From that day forward, as soon as one of these witching damsels began her incantation, I cried out:
"Hold! Enough! Bring it all in."
Then I would eat the least distasteful of the messes, and leave the rest. I can assure you the hotel did not make much profit out of me.
This is how the dinner is served:
The "duchess" begins by flinging a spoon and knife and fork down on the table in front of you. It is for you to set them straight, and I would advise you to do so without any murmuring. When you have taken your soup, the said "duchess" brings you a plate, around which she places a dozen little oval dishes in a symmetrical fashion that one can but admire.
The first little dish contains fish, and a teaspoonful of sauce of some kind. It is needless to inquire the name of this sauce. All the fish sauces are the same; only the name varies. The second apparently contains a little lump of raw beef; the third, a slice of roast turkey; the fourth, mashed potatoes; the fifth, a stewed tomato; the sixth, cranberry sauce; the seventh, chicken salad; the eighth, some rice-pudding; and the last contains (horrible dictu!) a slice of apple-tart, with a large helping of cheese in the middle of it. These two things are eaten together, and are consequently served on the same dish.
You begin at the left. The fish presents no obstacle but its bones, and is soon disposed of.
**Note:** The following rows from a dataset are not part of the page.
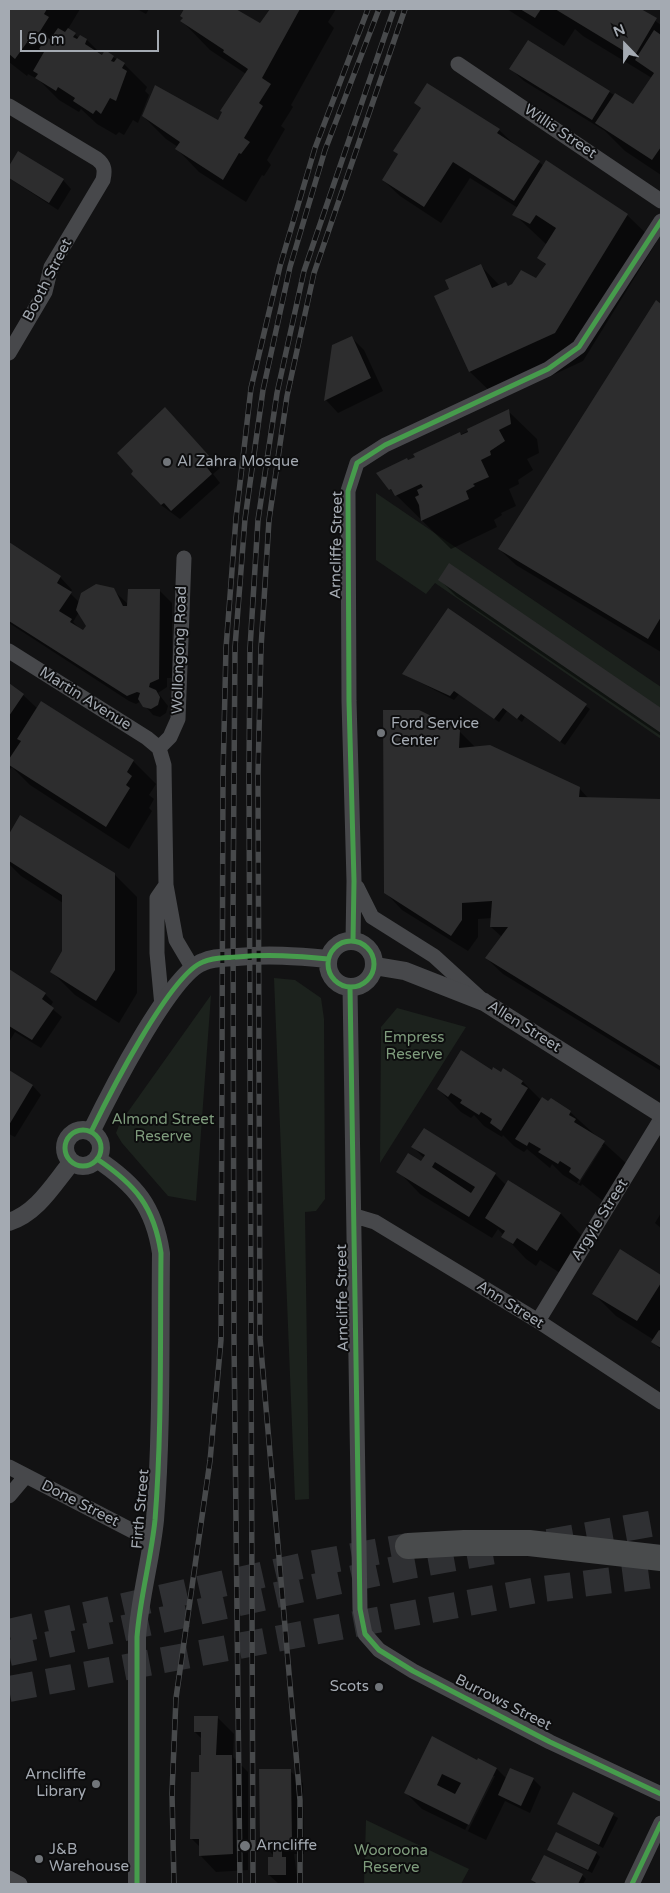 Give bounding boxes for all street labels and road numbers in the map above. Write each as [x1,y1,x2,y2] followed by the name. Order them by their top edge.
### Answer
[520,101,600,163] street label: Willis Street
[20,236,76,324] street label: Booth Street
[327,491,347,599] street label: Arncliffe Street
[169,586,191,714] street label: Wollongong Road
[36,664,134,734] street label: Martin Avenue
[484,997,564,1057] street label: Allen Street
[568,1176,632,1264] street label: Argyle Street
[333,1244,353,1352] street label: Arncliffe Street
[473,1277,547,1333] street label: Ann Street
[129,1468,153,1550] street label: Firth Street
[38,1477,122,1531] street label: Done Street
[452,1671,554,1735] street label: Burrows Street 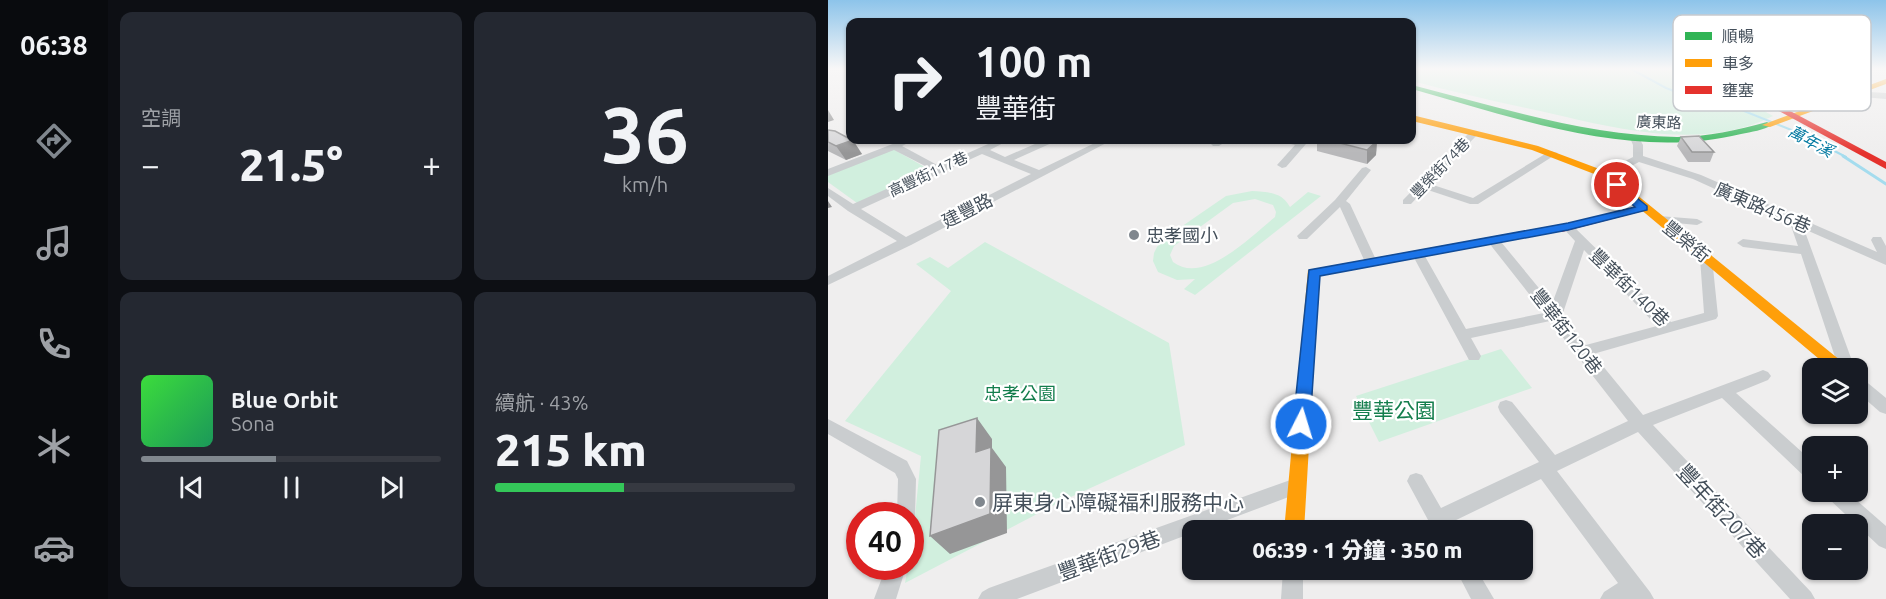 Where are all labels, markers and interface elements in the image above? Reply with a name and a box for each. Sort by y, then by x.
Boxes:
legend [1673,15,1871,111]
text: 順暢 [1722,27,1754,45]
text: 06:38 [20,30,88,60]
text: 100 m [975,38,1092,85]
icon: right [876,42,954,120]
text: 車多 [1722,54,1754,72]
text: 壅塞 [1722,81,1754,99]
text: 36 [601,90,689,178]
text: 豐華街 [975,93,1056,123]
text: 空調 [141,106,181,129]
street label: 廣東路 [1636,113,1682,131]
icon: directions [33,120,75,162]
water label: 萬年溪 [1786,122,1838,161]
street label: 豐榮街74巷 [1407,134,1473,202]
text: 21.5° [239,139,343,190]
text: − [141,146,160,183]
text: + [422,146,441,183]
street label: 高豐街117巷 [886,148,970,200]
pin [1591,159,1642,210]
icon: arrive [1600,168,1633,201]
text: km/h [622,173,668,196]
street label: 廣東路456巷 [1712,178,1814,236]
street label: 建豐路 [938,189,996,231]
street label: 豐榮街 [1660,216,1714,266]
icon: music [33,222,75,264]
place label: 忠孝國小 [1146,225,1218,245]
marker: 忠孝國小 [1127,228,1141,242]
street label: 豐華街140巷 [1586,244,1674,330]
street label: 豐華街120巷 [1528,284,1606,378]
icon: phone [33,323,75,365]
map controls [1802,358,1868,580]
button: layers [1802,358,1868,424]
park label: 忠孝公園 [984,383,1056,403]
text: Blue Orbit [231,387,338,412]
text: 續航 · 43% [495,391,588,414]
position arrow [1269,392,1333,456]
park label: 豐華公園 [1352,398,1436,422]
text: Sona [231,412,275,435]
text: 215 km [495,424,647,475]
icon: climate [33,425,75,467]
button: + [1802,436,1868,502]
street label: 豐年街207巷 [1672,459,1772,563]
icon: previous [175,471,208,504]
icon: pause [275,471,308,504]
icon: next [375,471,408,504]
place label: 屏東身心障礙福利服務中心 [992,490,1244,514]
marker: 屏東身心障礙福利服務中心 [973,495,987,509]
speed limit sign: 40 [846,502,924,580]
button: − [1802,514,1868,580]
street label: 豐華街29巷 [1054,525,1164,585]
icon: car [33,527,75,569]
text: 06:39 · 1 分鐘 · 350 m [1252,537,1463,562]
You turn your attention to the next dish on the right, and attack the beef. It is impregnable; you can make no impression upon it. You pass. The turkey is not obdurate, and you fall to on that, making little raids on the potatoes, tomatoes, and cranberry sauce between each mouthful. Thanks to the many climates of America (the thermometer varies in winter from 75 above zero in the south to 45 below in the north), you have turkey and cranberry sauce all the winter, strawberries six months of the year, and tomatoes almost all the year round.
Oh, the turkey and cranberry sauce! I ate enough of that dish to satisfy me for the rest of my days. No more turkey with cranberry sauce for me, though I should live to be a hundred!
Of course, all the meats placed around your plate soon begin to cool, and you have no choice but to bolt your food, diving with knife and fork into the little dishes right and left as dexterously as you can.
Finally you come to the apple-tart, on the extreme right. You carefully lift the cheese, and, placing it aside, prepare to eat your sweets without the strange seasoning. Unhappily, the pastry has become impregnated with an odour of roquefort, and again you pass. A vanilla ice terminates your repast.